Data excerpt
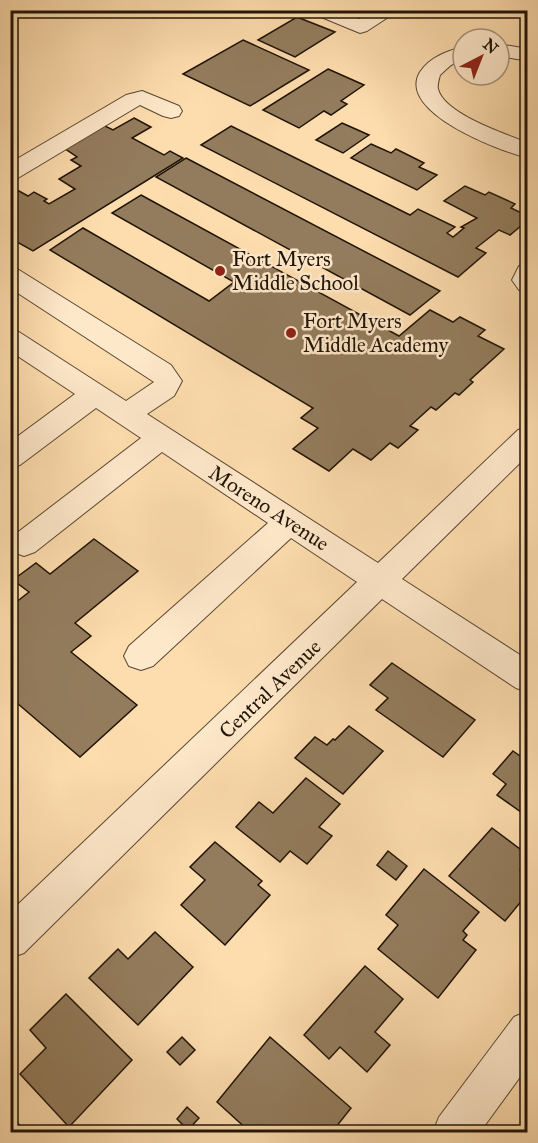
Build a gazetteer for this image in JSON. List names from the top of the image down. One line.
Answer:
{"streets":{"street":["Moreno Avenue","Central Avenue"]},"crossings":[["Moreno Avenue","Central Avenue"]],"places":["Fort Myers Middle School","Fort Myers Middle Academy"],"north":"top right"}
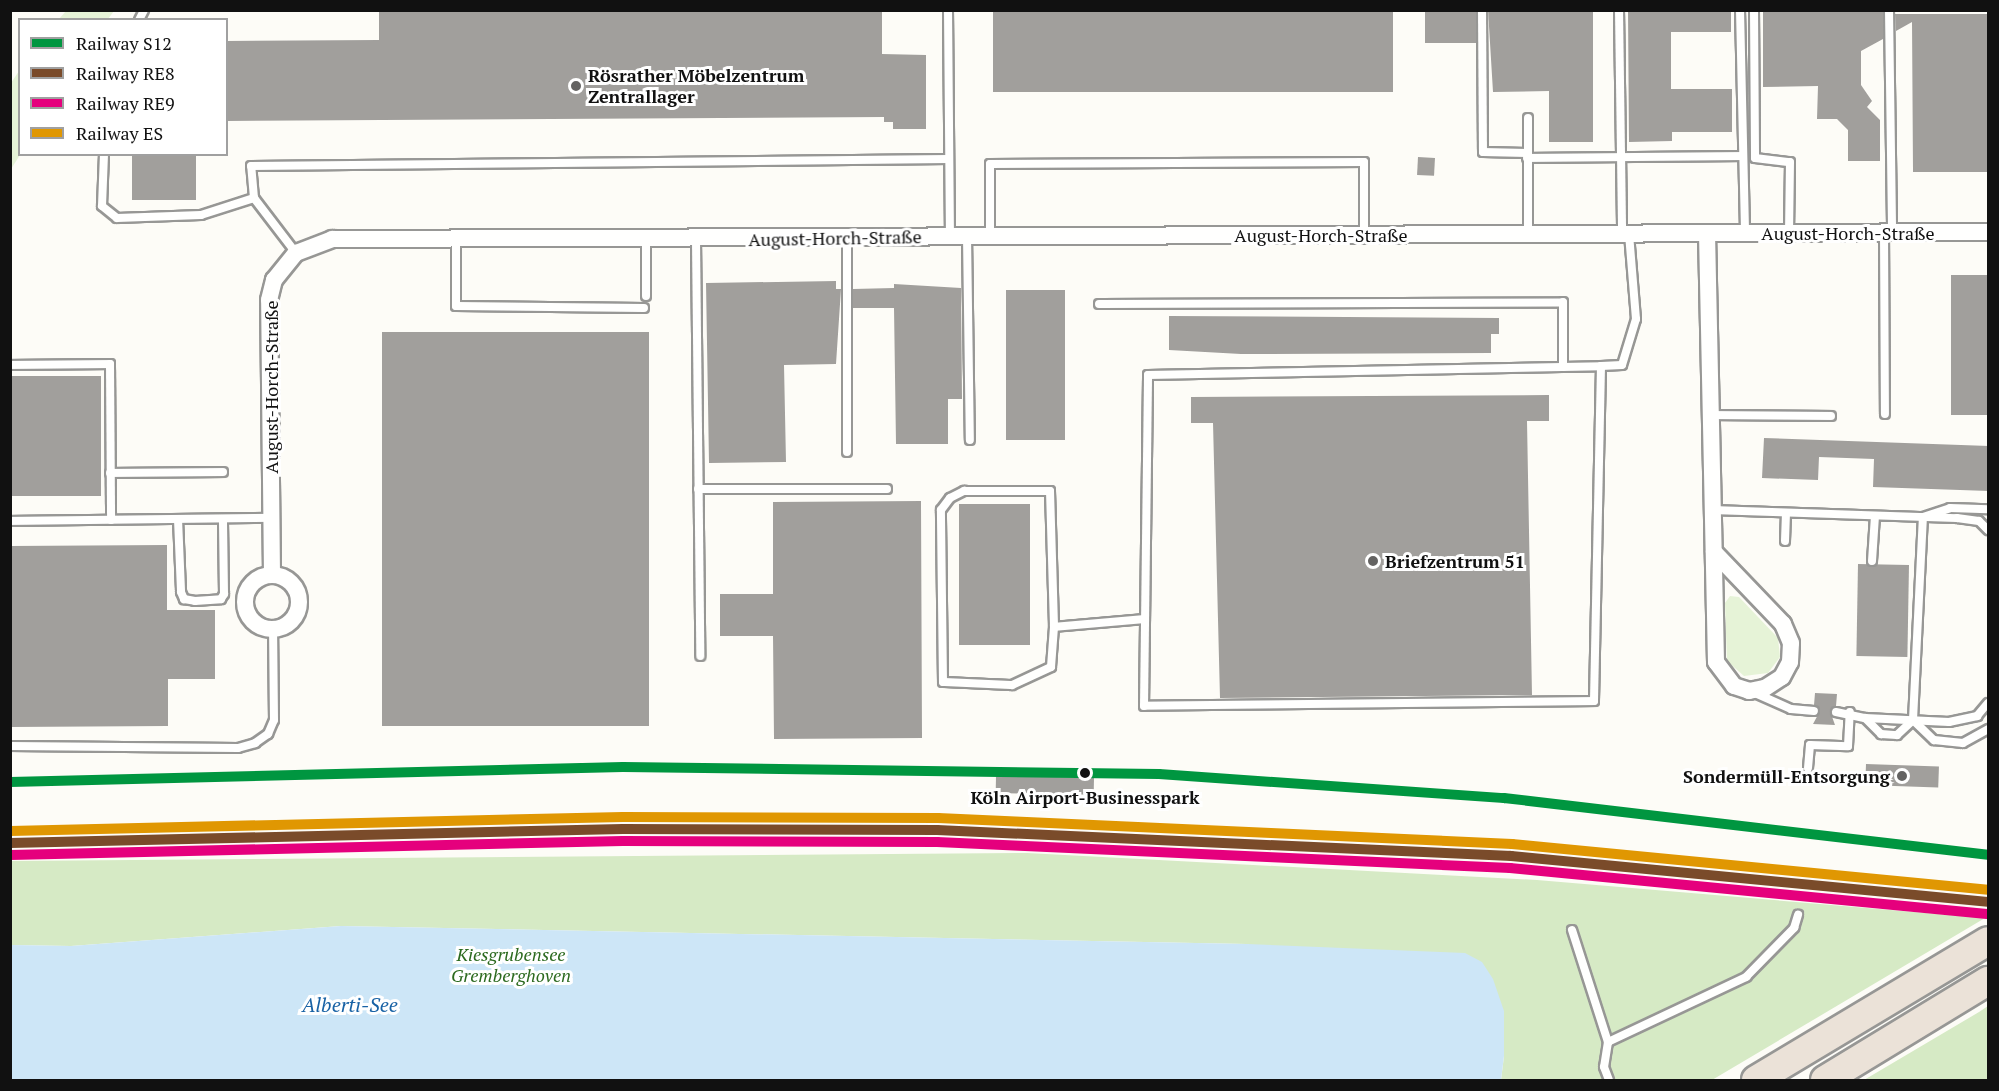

Task to carry out
What is needed is an exact reproduction of the data, pictures excluded.

Expected answer
Build a gazetteer for this image in JSON. List names from the top of the image down. One line.
Answer:
{"streets":{"street":["Moreno Avenue","Central Avenue"]},"crossings":[["Moreno Avenue","Central Avenue"]],"places":["Fort Myers Middle School","Fort Myers Middle Academy"],"north":"top right"}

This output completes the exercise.